--- What is required ---
Please reproduce the full set of data below exactly.

+++

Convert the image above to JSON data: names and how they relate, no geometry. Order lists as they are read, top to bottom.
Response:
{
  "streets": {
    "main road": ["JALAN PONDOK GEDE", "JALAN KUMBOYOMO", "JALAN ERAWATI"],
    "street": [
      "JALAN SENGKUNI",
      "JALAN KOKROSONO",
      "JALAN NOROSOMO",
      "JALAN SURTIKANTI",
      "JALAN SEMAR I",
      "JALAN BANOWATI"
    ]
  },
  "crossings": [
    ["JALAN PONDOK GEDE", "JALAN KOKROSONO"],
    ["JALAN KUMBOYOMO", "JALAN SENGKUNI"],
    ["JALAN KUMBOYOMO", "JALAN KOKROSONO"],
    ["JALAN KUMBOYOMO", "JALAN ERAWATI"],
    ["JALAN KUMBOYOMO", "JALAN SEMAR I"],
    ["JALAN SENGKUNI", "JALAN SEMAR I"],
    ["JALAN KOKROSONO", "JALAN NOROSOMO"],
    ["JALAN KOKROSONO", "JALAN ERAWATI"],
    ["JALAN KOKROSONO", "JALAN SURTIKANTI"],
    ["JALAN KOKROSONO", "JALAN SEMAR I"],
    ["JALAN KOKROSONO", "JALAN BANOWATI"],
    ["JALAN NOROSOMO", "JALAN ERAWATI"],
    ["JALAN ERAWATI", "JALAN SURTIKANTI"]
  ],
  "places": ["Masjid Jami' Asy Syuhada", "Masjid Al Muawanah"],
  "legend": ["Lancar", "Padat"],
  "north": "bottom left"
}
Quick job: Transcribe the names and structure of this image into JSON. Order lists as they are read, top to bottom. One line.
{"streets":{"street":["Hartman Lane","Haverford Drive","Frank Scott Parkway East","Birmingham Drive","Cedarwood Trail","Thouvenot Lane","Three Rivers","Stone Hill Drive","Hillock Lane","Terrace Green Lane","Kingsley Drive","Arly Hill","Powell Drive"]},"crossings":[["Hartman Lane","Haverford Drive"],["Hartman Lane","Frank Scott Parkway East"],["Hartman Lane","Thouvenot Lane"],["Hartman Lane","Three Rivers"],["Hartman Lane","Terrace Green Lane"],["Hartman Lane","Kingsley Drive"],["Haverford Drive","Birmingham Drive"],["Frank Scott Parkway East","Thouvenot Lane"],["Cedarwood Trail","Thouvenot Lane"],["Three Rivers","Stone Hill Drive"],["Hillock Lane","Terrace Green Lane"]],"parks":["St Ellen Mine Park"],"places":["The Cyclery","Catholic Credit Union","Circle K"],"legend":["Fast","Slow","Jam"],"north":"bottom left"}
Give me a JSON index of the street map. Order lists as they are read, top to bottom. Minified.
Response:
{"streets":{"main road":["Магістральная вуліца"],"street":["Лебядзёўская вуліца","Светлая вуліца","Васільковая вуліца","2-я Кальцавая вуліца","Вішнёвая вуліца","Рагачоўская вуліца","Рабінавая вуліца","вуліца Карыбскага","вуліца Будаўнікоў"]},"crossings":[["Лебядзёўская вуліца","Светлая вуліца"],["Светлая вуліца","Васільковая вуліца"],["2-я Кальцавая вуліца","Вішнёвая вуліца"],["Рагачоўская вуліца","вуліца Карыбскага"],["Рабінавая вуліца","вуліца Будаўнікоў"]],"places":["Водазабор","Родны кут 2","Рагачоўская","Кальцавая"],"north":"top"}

+++

--- Written solution ---
Convert the image above to JSON data: names and how they relate, no geometry. Order lists as they are read, top to bottom.
Response:
{
  "streets": {
    "main road": ["JALAN PONDOK GEDE", "JALAN KUMBOYOMO", "JALAN ERAWATI"],
    "street": [
      "JALAN SENGKUNI",
      "JALAN KOKROSONO",
      "JALAN NOROSOMO",
      "JALAN SURTIKANTI",
      "JALAN SEMAR I",
      "JALAN BANOWATI"
    ]
  },
  "crossings": [
    ["JALAN PONDOK GEDE", "JALAN KOKROSONO"],
    ["JALAN KUMBOYOMO", "JALAN SENGKUNI"],
    ["JALAN KUMBOYOMO", "JALAN KOKROSONO"],
    ["JALAN KUMBOYOMO", "JALAN ERAWATI"],
    ["JALAN KUMBOYOMO", "JALAN SEMAR I"],
    ["JALAN SENGKUNI", "JALAN SEMAR I"],
    ["JALAN KOKROSONO", "JALAN NOROSOMO"],
    ["JALAN KOKROSONO", "JALAN ERAWATI"],
    ["JALAN KOKROSONO", "JALAN SURTIKANTI"],
    ["JALAN KOKROSONO", "JALAN SEMAR I"],
    ["JALAN KOKROSONO", "JALAN BANOWATI"],
    ["JALAN NOROSOMO", "JALAN ERAWATI"],
    ["JALAN ERAWATI", "JALAN SURTIKANTI"]
  ],
  "places": ["Masjid Jami' Asy Syuhada", "Masjid Al Muawanah"],
  "legend": ["Lancar", "Padat"],
  "north": "bottom left"
}
Quick job: Transcribe the names and structure of this image into JSON. Order lists as they are read, top to bottom. One line.
{"streets":{"street":["Hartman Lane","Haverford Drive","Frank Scott Parkway East","Birmingham Drive","Cedarwood Trail","Thouvenot Lane","Three Rivers","Stone Hill Drive","Hillock Lane","Terrace Green Lane","Kingsley Drive","Arly Hill","Powell Drive"]},"crossings":[["Hartman Lane","Haverford Drive"],["Hartman Lane","Frank Scott Parkway East"],["Hartman Lane","Thouvenot Lane"],["Hartman Lane","Three Rivers"],["Hartman Lane","Terrace Green Lane"],["Hartman Lane","Kingsley Drive"],["Haverford Drive","Birmingham Drive"],["Frank Scott Parkway East","Thouvenot Lane"],["Cedarwood Trail","Thouvenot Lane"],["Three Rivers","Stone Hill Drive"],["Hillock Lane","Terrace Green Lane"]],"parks":["St Ellen Mine Park"],"places":["The Cyclery","Catholic Credit Union","Circle K"],"legend":["Fast","Slow","Jam"],"north":"bottom left"}
Give me a JSON index of the street map. Order lists as they are read, top to bottom. Minified.
Response:
{"streets":{"main road":["Магістральная вуліца"],"street":["Лебядзёўская вуліца","Светлая вуліца","Васільковая вуліца","2-я Кальцавая вуліца","Вішнёвая вуліца","Рагачоўская вуліца","Рабінавая вуліца","вуліца Карыбскага","вуліца Будаўнікоў"]},"crossings":[["Лебядзёўская вуліца","Светлая вуліца"],["Светлая вуліца","Васільковая вуліца"],["2-я Кальцавая вуліца","Вішнёвая вуліца"],["Рагачоўская вуліца","вуліца Карыбскага"],["Рабінавая вуліца","вуліца Будаўнікоў"]],"places":["Водазабор","Родны кут 2","Рагачоўская","Кальцавая"],"north":"top"}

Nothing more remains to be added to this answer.